* EXERCISE OBJECTIVE *
Search the entries below for "number" and copy each matching line.

* MATERIAL FOR THIS EXERCISE *
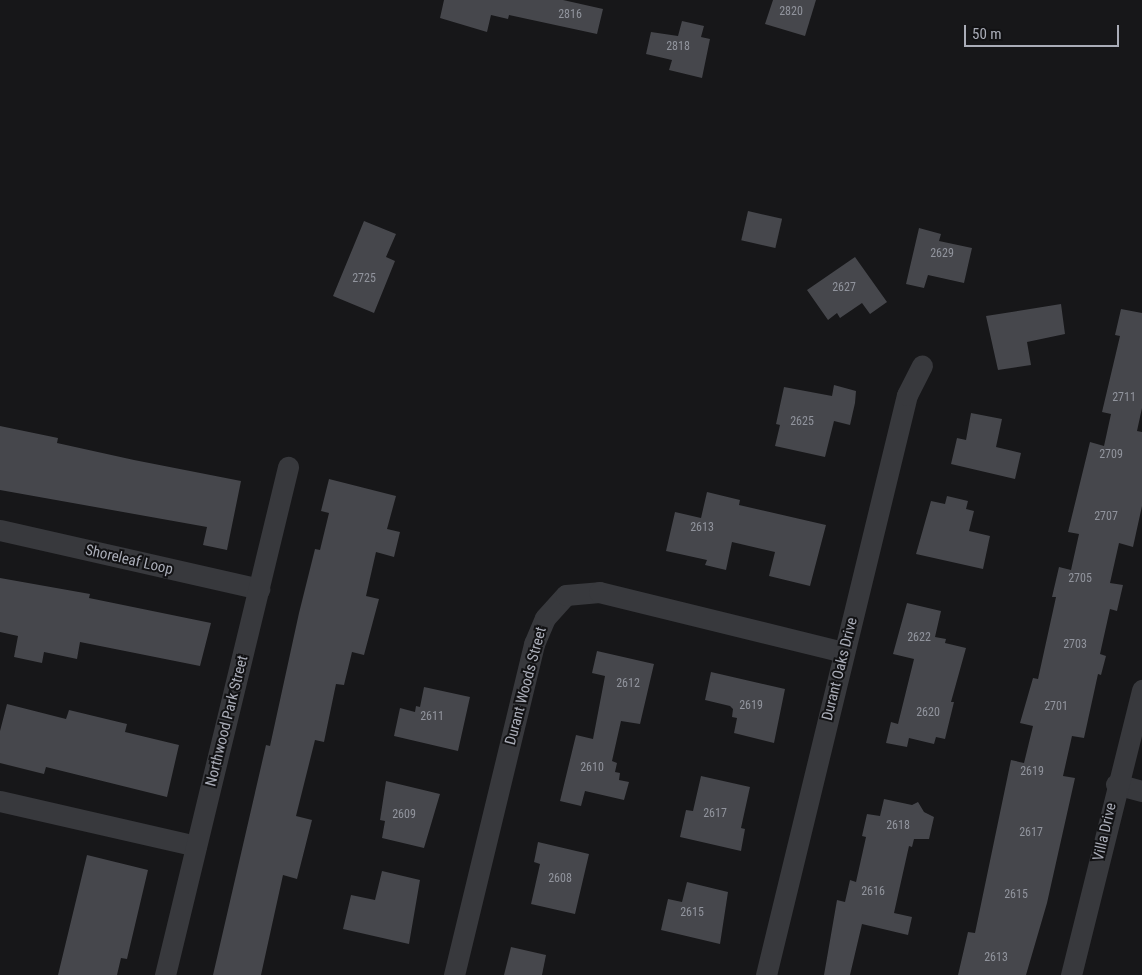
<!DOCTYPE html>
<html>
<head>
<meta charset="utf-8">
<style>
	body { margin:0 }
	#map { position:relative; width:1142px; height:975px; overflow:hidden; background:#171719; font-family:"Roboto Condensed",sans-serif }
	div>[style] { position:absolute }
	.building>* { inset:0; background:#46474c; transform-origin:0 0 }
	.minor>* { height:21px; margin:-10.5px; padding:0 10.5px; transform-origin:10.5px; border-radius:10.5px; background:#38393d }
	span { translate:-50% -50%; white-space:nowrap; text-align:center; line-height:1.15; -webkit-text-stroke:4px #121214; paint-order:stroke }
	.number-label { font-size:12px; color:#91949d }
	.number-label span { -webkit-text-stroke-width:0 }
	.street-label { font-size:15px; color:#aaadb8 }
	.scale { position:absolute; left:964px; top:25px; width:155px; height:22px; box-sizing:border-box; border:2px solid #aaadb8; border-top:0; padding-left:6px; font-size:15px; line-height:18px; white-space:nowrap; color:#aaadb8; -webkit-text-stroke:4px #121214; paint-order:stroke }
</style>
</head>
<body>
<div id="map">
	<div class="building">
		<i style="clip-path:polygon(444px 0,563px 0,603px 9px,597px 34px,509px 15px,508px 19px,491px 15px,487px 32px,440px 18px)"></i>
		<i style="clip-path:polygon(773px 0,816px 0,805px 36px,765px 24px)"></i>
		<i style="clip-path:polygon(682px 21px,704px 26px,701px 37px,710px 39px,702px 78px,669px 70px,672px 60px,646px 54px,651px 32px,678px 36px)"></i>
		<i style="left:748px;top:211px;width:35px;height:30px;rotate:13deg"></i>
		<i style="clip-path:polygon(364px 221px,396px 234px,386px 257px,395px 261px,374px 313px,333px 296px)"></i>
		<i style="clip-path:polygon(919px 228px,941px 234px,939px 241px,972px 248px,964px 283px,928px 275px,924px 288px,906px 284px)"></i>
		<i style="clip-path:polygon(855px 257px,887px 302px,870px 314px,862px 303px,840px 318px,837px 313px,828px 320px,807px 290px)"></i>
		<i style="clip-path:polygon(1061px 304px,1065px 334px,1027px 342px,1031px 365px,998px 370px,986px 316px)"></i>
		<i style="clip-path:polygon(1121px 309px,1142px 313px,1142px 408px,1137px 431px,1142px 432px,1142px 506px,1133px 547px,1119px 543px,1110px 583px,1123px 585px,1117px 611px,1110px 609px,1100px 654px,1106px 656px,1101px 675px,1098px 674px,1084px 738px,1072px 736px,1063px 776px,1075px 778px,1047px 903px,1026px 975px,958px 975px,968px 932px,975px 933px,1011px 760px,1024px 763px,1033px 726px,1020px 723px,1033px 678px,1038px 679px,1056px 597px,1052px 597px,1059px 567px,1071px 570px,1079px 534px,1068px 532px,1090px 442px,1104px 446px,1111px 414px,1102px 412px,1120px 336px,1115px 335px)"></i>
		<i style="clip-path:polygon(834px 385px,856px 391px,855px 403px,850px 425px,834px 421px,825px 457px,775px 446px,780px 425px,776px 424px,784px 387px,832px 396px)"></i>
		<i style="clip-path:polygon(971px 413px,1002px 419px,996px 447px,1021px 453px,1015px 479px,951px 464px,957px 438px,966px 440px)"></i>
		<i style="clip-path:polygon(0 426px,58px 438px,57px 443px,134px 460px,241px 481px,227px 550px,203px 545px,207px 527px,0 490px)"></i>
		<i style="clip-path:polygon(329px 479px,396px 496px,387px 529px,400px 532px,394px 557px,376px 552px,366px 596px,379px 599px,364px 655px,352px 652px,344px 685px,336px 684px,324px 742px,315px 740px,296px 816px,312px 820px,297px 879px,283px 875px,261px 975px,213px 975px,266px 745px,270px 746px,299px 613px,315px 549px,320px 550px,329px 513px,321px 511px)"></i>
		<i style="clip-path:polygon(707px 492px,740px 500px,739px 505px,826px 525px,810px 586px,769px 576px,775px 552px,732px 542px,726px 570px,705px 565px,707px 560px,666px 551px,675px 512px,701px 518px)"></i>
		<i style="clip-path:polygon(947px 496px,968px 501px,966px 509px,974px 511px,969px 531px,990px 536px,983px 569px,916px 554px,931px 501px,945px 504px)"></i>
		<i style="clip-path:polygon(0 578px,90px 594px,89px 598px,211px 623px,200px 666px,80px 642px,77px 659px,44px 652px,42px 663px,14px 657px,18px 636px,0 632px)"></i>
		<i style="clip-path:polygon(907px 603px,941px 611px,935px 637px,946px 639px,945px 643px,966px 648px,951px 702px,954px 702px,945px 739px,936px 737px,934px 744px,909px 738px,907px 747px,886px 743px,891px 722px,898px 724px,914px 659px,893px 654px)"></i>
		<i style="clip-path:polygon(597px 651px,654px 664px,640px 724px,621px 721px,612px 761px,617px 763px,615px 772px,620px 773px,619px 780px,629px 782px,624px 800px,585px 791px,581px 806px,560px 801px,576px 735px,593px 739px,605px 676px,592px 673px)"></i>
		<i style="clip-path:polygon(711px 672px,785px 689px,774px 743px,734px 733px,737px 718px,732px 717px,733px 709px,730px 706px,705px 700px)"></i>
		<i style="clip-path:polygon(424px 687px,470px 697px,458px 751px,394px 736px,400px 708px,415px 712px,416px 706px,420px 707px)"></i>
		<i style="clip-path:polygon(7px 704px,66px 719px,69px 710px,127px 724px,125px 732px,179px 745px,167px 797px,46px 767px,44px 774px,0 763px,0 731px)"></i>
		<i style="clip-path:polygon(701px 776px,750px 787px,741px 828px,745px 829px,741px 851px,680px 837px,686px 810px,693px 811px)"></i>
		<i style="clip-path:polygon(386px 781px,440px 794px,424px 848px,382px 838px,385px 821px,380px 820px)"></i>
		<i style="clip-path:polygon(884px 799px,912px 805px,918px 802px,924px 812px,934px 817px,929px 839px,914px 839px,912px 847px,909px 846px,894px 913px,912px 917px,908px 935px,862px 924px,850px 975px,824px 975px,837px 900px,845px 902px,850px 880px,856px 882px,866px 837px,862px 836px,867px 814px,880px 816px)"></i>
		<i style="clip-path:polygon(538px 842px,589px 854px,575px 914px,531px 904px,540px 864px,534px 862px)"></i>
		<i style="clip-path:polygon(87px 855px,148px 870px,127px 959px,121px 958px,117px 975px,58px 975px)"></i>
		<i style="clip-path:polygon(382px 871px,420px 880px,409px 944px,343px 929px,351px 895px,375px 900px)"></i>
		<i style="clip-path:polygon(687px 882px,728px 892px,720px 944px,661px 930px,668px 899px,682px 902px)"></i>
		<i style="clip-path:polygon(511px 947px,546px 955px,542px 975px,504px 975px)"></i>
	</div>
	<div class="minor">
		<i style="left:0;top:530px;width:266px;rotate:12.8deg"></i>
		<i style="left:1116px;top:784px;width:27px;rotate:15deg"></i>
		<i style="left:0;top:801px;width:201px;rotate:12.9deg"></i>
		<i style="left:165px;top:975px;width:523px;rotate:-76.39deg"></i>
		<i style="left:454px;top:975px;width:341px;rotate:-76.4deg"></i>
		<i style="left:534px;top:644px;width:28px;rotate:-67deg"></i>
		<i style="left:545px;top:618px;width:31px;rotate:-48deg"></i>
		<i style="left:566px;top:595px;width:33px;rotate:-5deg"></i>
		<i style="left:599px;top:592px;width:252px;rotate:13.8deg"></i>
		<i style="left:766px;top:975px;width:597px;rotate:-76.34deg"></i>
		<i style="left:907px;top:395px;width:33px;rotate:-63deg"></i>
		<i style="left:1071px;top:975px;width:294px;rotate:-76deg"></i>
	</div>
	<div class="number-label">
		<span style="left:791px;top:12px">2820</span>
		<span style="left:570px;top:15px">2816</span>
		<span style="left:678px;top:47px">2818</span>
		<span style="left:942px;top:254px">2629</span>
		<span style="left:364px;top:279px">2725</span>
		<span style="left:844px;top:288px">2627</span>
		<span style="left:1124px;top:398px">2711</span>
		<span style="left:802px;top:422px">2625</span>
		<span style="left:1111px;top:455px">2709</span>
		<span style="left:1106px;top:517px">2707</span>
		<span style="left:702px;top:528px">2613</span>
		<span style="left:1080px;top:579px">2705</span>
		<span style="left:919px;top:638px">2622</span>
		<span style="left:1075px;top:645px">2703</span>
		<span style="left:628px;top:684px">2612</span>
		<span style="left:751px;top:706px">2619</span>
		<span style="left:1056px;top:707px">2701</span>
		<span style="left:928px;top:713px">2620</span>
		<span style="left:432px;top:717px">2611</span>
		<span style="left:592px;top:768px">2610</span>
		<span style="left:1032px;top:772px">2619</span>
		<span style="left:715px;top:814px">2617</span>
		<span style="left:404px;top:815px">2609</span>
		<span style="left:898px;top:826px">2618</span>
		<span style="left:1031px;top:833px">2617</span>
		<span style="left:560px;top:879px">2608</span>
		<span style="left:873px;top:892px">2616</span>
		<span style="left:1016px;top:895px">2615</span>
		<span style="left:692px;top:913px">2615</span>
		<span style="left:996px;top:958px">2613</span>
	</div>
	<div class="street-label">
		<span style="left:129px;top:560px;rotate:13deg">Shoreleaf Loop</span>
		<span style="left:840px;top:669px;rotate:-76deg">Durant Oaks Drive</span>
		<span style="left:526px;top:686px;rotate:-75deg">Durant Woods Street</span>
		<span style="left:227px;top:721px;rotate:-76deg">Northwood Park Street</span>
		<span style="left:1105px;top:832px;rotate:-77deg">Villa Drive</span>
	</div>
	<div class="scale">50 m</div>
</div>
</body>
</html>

* RESULT BELOW *
	.number-label { font-size:12px; color:#91949d }
	.number-label span { -webkit-text-stroke-width:0 }
	<div class="number-label">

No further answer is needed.